I’ve heard people say, “I don’t wanna just survive, I wanna thrive.”
In a scientific study from 2015, Psychologists Judith Mangelsdorf and Michael Eid state:
“A survivor is a person who lived through hardship or disaster. A thriver is more than that. It is someone who not only goes through an exceptionally positive or threatening life event, but shows subsequent growth because of the experience. (1)”
While trials and tribulations are, let’s face it, HELL to go through, science agrees with the Bible in that struggles help us grow stronger and be more self-assured. If we’re determined to survive, we eventually learn to THRIVE, despite the circumstances.
The Apostle Paul put it this way:
“We can rejoice, too, when we run into problems and trials, for we know that they are good for us—they help us learn to be patient. And patience develops strength of character in us and helps us trust God more each time we use it until finally our hope and faith are strong and steady. Then, when that happens, we are able to hold our heads high no matter what happens and know that all is well, for we know how dearly God loves us, and we feel this warm love everywhere within us because God has given us the Holy Spirit to fill our hearts with his love. (Romans 5:3-5)”
The study by Mangelsdorf and Eid asserts that “individuals develop critical capabilities to draw from in times of adversity that facilitate posttraumatic growth.”
In other words, you can achieve great, personal development during trials and tribulations.
You can either let catastrophe destroy you, or realize that, as Dale Carnegie said, “Discouragement and failure are two of the surest stepping stones to success.”
As Al Pacino said in The Devil’s Advocate, “Pressure. Changes everything. Some people, you squeeze them, they focus. Some people fold.”
I would assert that, through suffering, we slowly grow wings, and I don’t know about you, but I find flying much more fun than crawling.
In another study from 2001, Bad Is Stronger Than Good, the writers state that, “(g)ood can overcome bad by force of numbers. To maximize the power of good, these numbers (of good, positive events and thoughts) must be increased. (2)”

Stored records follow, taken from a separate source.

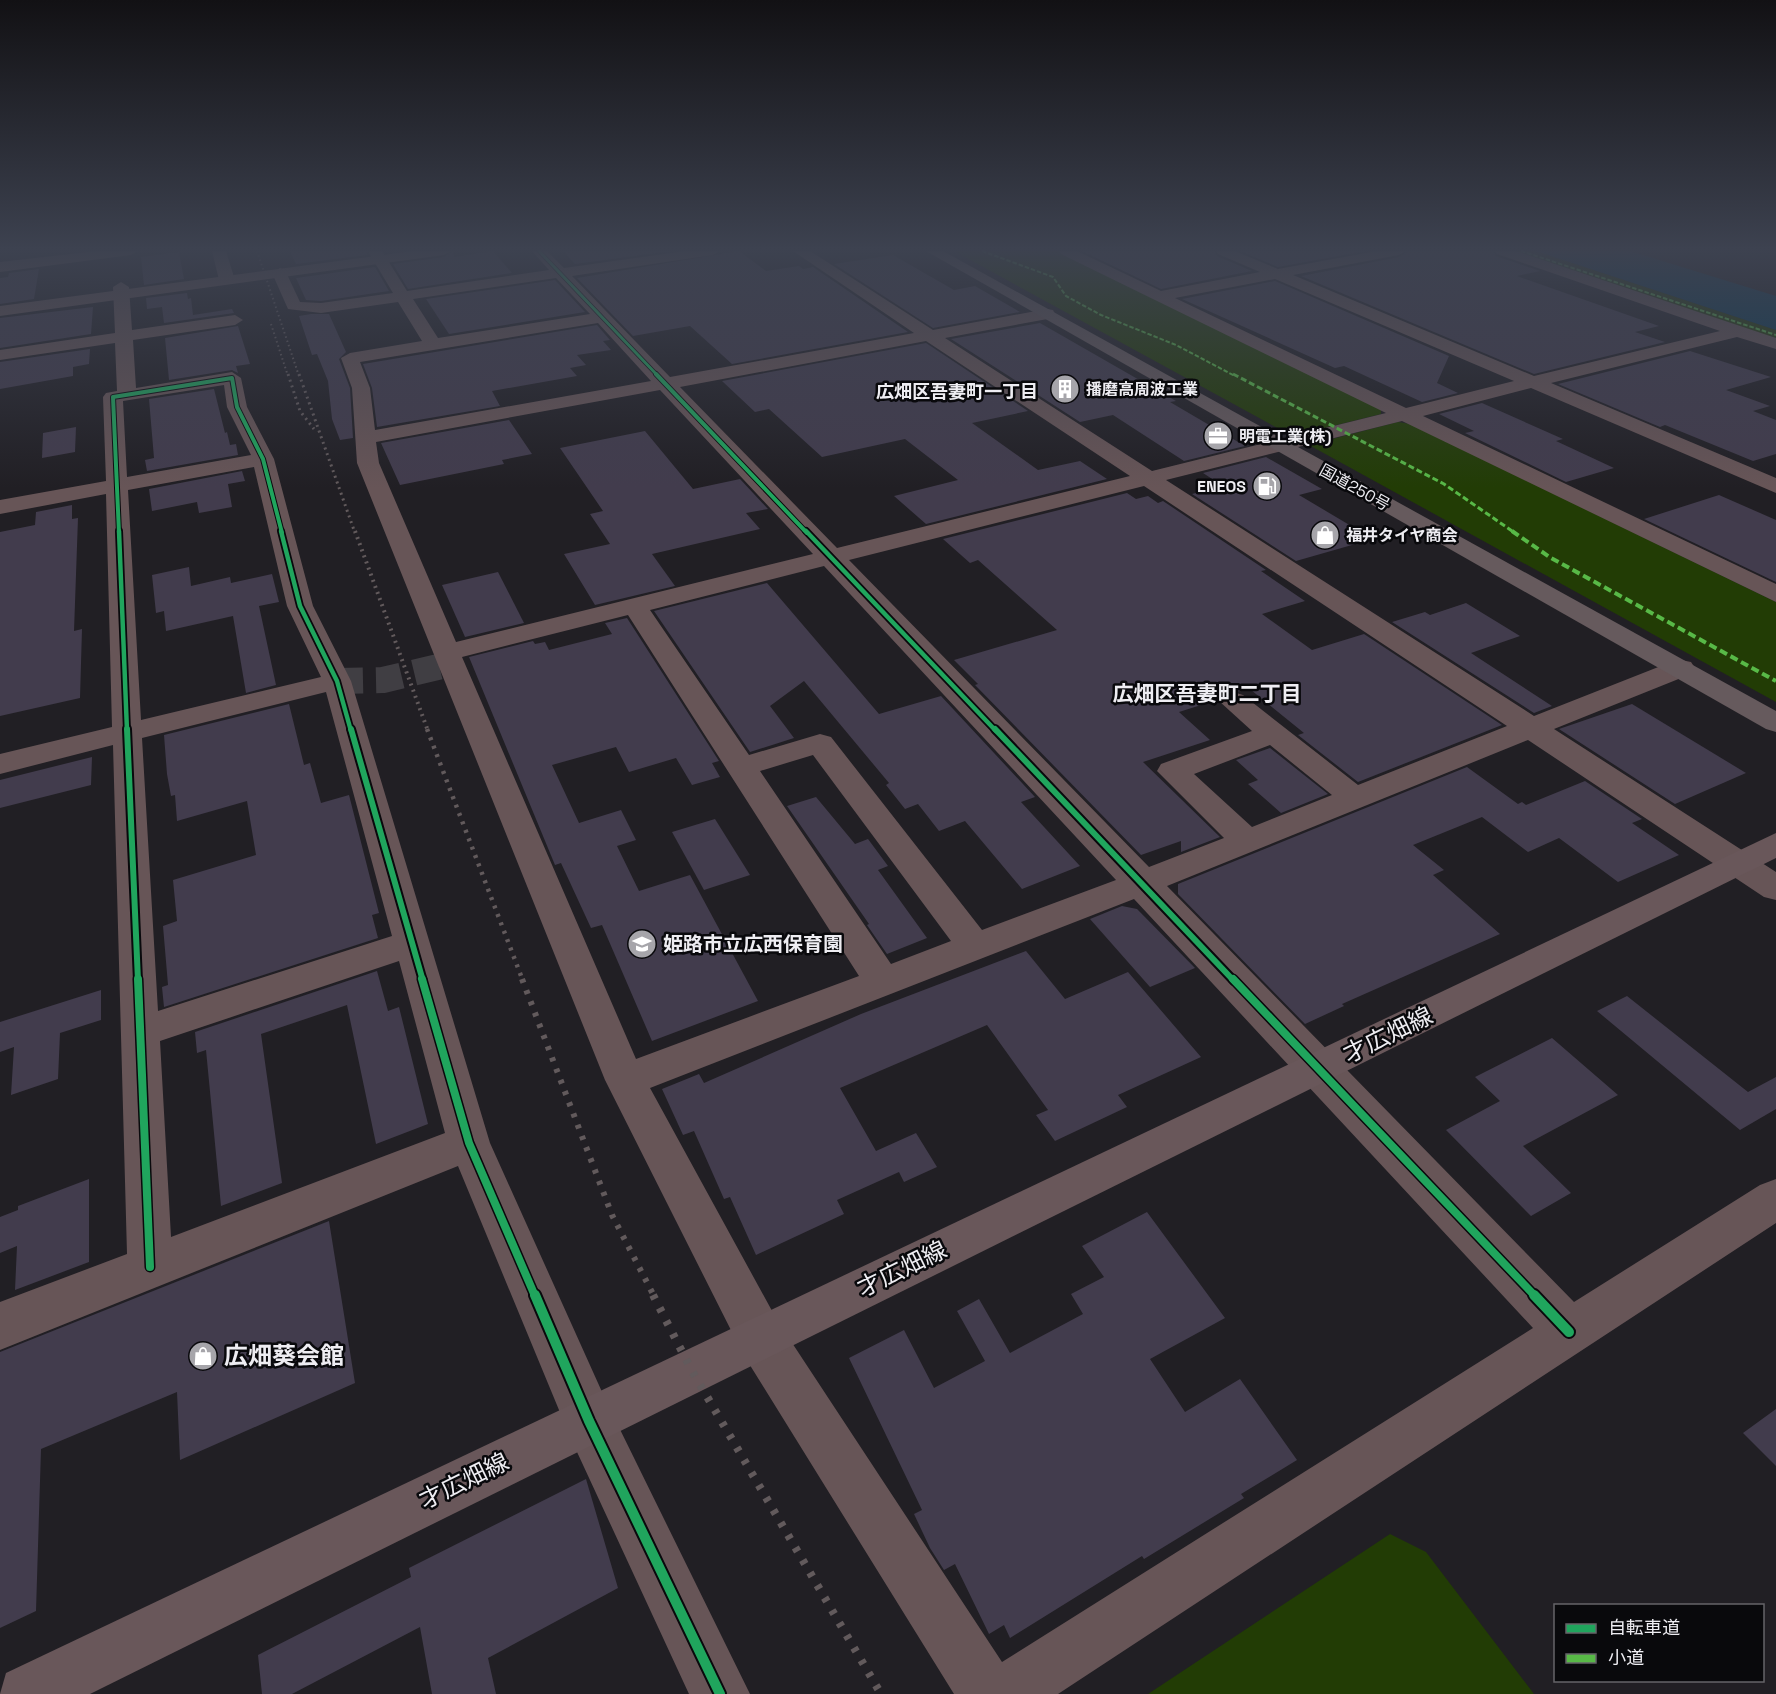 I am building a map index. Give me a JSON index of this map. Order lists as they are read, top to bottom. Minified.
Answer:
{"streets":{"highway":["国道250号"],"main road":["才広畑線"]},"districts":["広畑区吾妻町一丁目","広畑区吾妻町二丁目"],"places":{"building":["播磨高周波工業"],"office":["明電工業(株)"],"fuel station":["ENEOS"],"shop":["福井タイヤ商会","広畑葵会館"],"school or university":["姫路市立広西保育園"]},"legend":["自転車道","小道"]} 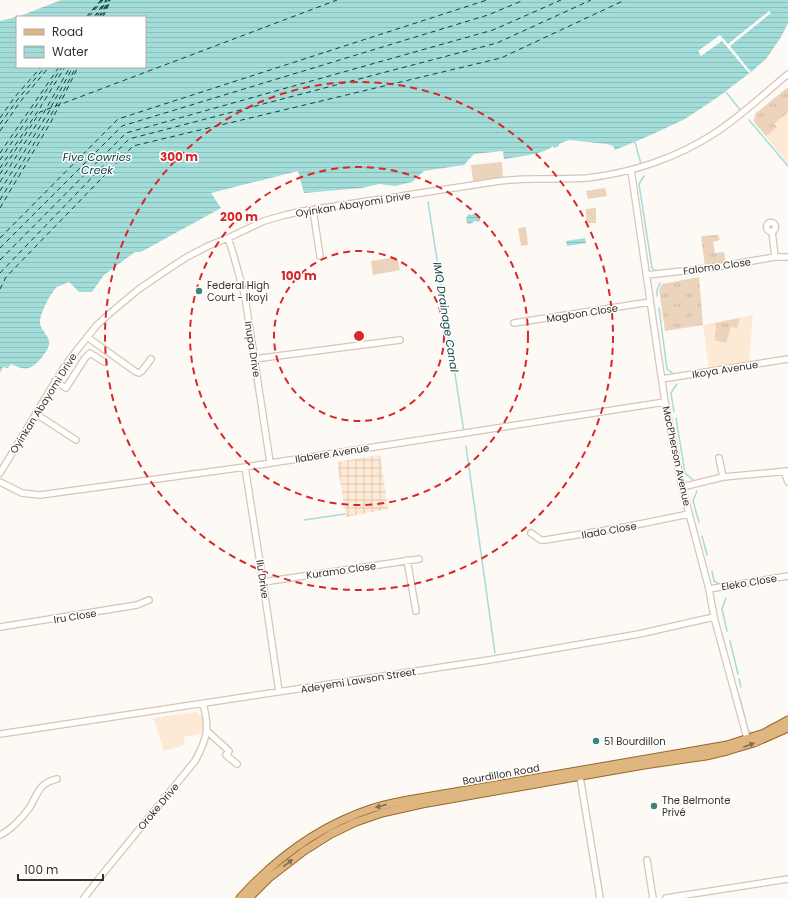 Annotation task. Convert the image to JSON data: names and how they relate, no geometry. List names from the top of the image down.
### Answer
{
  "streets": {
    "main road": ["Bourdillon Road"],
    "street": [
      "Oyinkan Abayomi Drive",
      "Falomo Close",
      "Magbon Close",
      "Inupa Drive",
      "Ikoya Avenue",
      "Ilabere Avenue",
      "MacPherson Avenue",
      "Ilado Close",
      "Kuramo Close",
      "Ilu Drive",
      "Eleko Close",
      "Iru Close",
      "Adeyemi Lawson Street",
      "Oroke Drive"
    ]
  },
  "crossings": [
    ["Oyinkan Abayomi Drive", "Inupa Drive"],
    ["Oyinkan Abayomi Drive", "MacPherson Avenue"],
    ["Falomo Close", "MacPherson Avenue"],
    ["Magbon Close", "MacPherson Avenue"],
    ["Inupa Drive", "Ilabere Avenue"],
    ["Ikoya Avenue", "MacPherson Avenue"],
    ["Ilabere Avenue", "MacPherson Avenue"],
    ["Ilabere Avenue", "Ilu Drive"],
    ["MacPherson Avenue", "Ilado Close"],
    ["MacPherson Avenue", "Eleko Close"],
    ["MacPherson Avenue", "Adeyemi Lawson Street"],
    ["MacPherson Avenue", "Bourdillon Road"],
    ["Kuramo Close", "Ilu Drive"],
    ["Ilu Drive", "Adeyemi Lawson Street"],
    ["Adeyemi Lawson Street", "Oroke Drive"]
  ],
  "water": ["Five Cowries Creek", "IMQ Drainage Canal"],
  "places": ["Federal High Court - Ikoyi", "51 Bourdillon", "The Belmonte Privé"],
  "legend": ["Road", "Water"],
  "scale_bar": "100 m",
  "rings": ["300 m", "200 m", "100 m"]
}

I found this interesting, because their research shows seeking out good, positive experiences will eventually begin to drive the damaging feelings from our spirit.
I’ve had several traumatic experiences in my life, including molestation as a child, depression, chronic pain and a suicide attempt. Now, if I was lonely and alone, with no joy or hope in life, desperation might have crushed me.
Thankfully, I have an AMAZING family, both by blood and at church, with whom I’ve shared a bright landscape of positive experiences. Thus, according to this study, the good not only helps to balance out the bad, but the sheer amount of love and happiness in my life has helped to push back the darkness which sought to overtake my soul.
So continue to seek happiness, chase after love and joy, and pursue good, positive experiences.
The outweighs the bad, so to speak.
If your buddy invites you for fish’n’chips, go with him, even if you don’t feel like it.
If your “bestie” wants to take you out for frosted coffee (I’m not a coffee connoisseur, so I’m not sure of the 97 different types), let her, even though you might be down in the dumps.
For example, today I got out of my rut and ate lunch with my wife and son. For my lunch break, I normally close my office door, turn the lights out, put my headphones on, put my feet up and relax/meditate. It’s almost become a positive “addiction,” you might say, but I promised my family that I’d try and start getting out of my office once a week, and I really enjoy it.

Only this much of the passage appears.